:: Exercise materials ::

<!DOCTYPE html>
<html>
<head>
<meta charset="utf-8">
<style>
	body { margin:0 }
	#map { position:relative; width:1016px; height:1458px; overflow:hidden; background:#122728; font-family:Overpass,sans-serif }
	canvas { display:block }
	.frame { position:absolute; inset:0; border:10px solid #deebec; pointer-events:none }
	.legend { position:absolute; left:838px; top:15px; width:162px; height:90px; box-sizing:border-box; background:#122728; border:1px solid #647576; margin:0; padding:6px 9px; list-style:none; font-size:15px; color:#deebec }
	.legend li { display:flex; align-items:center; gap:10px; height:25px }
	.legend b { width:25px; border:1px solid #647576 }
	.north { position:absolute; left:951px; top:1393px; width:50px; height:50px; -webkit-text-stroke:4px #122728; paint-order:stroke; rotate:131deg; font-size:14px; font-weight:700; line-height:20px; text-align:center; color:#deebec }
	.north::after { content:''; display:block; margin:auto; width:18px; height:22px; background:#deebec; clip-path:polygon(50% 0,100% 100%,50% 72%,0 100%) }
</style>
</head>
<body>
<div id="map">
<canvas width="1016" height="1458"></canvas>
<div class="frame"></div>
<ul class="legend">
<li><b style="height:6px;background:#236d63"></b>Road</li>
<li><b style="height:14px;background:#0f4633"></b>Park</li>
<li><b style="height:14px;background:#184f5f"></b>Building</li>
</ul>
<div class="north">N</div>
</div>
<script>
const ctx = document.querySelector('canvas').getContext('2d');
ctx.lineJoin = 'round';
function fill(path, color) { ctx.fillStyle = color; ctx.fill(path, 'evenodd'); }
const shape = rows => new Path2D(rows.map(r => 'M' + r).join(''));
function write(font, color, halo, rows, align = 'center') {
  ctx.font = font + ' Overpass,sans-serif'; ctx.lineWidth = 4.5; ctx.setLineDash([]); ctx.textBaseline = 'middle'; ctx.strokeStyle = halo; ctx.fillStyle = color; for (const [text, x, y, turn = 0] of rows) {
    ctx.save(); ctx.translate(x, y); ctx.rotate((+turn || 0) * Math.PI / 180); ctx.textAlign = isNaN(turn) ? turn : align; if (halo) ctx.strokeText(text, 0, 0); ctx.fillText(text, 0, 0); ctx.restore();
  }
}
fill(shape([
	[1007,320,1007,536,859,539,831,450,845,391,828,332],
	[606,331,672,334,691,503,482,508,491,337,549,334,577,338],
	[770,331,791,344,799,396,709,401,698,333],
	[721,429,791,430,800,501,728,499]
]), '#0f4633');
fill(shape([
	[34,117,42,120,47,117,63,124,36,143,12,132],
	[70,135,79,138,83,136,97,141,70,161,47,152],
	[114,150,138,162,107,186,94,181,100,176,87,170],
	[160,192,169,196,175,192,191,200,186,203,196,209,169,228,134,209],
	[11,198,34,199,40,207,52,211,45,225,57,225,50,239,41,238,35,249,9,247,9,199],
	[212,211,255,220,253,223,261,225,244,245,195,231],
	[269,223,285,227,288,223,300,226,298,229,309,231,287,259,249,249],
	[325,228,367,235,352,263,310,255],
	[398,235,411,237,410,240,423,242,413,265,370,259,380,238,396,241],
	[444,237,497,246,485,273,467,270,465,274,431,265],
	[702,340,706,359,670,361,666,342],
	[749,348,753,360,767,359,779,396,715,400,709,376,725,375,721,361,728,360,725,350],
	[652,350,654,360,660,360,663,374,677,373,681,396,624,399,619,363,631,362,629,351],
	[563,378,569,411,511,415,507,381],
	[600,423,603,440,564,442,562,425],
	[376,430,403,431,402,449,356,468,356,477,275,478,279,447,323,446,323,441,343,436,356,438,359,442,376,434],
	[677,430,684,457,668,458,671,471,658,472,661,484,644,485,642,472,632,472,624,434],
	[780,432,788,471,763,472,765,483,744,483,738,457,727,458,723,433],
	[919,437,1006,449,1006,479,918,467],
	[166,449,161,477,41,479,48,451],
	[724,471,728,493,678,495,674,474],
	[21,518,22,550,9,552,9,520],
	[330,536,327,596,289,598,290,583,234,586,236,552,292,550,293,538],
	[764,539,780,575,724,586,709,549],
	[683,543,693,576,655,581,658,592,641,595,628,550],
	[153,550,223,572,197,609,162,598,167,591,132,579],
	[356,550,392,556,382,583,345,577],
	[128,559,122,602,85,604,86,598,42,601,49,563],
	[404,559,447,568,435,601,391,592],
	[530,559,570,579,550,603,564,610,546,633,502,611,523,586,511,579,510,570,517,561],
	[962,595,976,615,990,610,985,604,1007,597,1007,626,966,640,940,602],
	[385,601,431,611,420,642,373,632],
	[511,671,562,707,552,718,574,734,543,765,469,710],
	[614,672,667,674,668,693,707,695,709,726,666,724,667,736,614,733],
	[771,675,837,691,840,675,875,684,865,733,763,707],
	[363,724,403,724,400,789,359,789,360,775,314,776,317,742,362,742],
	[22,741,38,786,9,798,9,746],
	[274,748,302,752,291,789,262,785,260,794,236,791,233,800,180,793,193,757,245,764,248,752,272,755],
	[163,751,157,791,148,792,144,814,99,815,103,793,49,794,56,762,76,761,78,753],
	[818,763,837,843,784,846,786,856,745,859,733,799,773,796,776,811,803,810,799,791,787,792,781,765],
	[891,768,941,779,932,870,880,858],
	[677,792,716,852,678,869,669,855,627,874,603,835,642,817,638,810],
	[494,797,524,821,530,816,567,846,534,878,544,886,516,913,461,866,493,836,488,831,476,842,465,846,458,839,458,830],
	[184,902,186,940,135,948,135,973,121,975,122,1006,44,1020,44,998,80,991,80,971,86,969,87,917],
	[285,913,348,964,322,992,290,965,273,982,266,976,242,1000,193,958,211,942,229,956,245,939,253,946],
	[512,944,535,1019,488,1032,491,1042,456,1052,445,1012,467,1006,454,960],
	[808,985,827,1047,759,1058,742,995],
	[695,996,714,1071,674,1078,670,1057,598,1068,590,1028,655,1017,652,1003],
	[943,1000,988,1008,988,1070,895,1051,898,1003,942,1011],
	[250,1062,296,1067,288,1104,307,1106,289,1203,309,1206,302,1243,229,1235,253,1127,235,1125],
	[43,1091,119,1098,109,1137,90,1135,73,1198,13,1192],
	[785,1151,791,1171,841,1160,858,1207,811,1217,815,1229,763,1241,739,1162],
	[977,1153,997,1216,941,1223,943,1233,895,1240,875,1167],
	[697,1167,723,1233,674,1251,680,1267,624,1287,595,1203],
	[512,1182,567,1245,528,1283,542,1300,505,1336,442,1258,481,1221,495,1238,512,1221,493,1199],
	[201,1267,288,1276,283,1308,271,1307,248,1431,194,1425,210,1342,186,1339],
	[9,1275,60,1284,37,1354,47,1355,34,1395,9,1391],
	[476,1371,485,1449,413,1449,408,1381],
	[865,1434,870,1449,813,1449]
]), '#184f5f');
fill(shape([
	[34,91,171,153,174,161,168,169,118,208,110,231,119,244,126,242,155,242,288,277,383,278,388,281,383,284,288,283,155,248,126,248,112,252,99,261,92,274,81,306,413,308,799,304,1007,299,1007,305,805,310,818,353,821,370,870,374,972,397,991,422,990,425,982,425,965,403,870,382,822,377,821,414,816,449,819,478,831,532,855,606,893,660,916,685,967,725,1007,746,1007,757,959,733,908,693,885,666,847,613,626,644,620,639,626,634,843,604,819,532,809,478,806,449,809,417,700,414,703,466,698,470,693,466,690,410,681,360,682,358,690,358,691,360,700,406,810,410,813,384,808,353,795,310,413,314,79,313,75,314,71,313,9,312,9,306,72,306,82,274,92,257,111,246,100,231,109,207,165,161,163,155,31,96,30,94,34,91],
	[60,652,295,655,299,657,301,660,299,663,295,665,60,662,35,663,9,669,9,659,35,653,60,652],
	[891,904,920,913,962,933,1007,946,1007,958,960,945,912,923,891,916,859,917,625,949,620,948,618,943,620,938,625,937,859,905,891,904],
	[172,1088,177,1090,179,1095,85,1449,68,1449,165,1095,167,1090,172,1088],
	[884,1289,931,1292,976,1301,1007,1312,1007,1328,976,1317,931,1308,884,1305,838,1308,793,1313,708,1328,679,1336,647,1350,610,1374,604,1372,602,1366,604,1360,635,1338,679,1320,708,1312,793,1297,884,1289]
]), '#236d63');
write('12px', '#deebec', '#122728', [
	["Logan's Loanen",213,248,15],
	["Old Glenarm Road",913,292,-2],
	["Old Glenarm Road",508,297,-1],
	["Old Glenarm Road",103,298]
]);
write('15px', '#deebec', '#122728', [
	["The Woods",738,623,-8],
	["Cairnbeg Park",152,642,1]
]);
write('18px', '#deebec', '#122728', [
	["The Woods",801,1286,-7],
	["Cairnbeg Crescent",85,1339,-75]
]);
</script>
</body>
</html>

:::

Assigned task —
Wherever the string "fillStyle" occurs in the records above, copy that line.

Written answer —
function fill(path, color) { ctx.fillStyle = color; ctx.fill(path, 'evenodd'); }
  ctx.font = font + ' Overpass,sans-serif'; ctx.lineWidth = 4.5; ctx.setLineDash([]); ctx.textBaseline = 'middle'; ctx.strokeStyle = halo; ctx.fillStyle = color; for (const [text, x, y, turn = 0] of rows) {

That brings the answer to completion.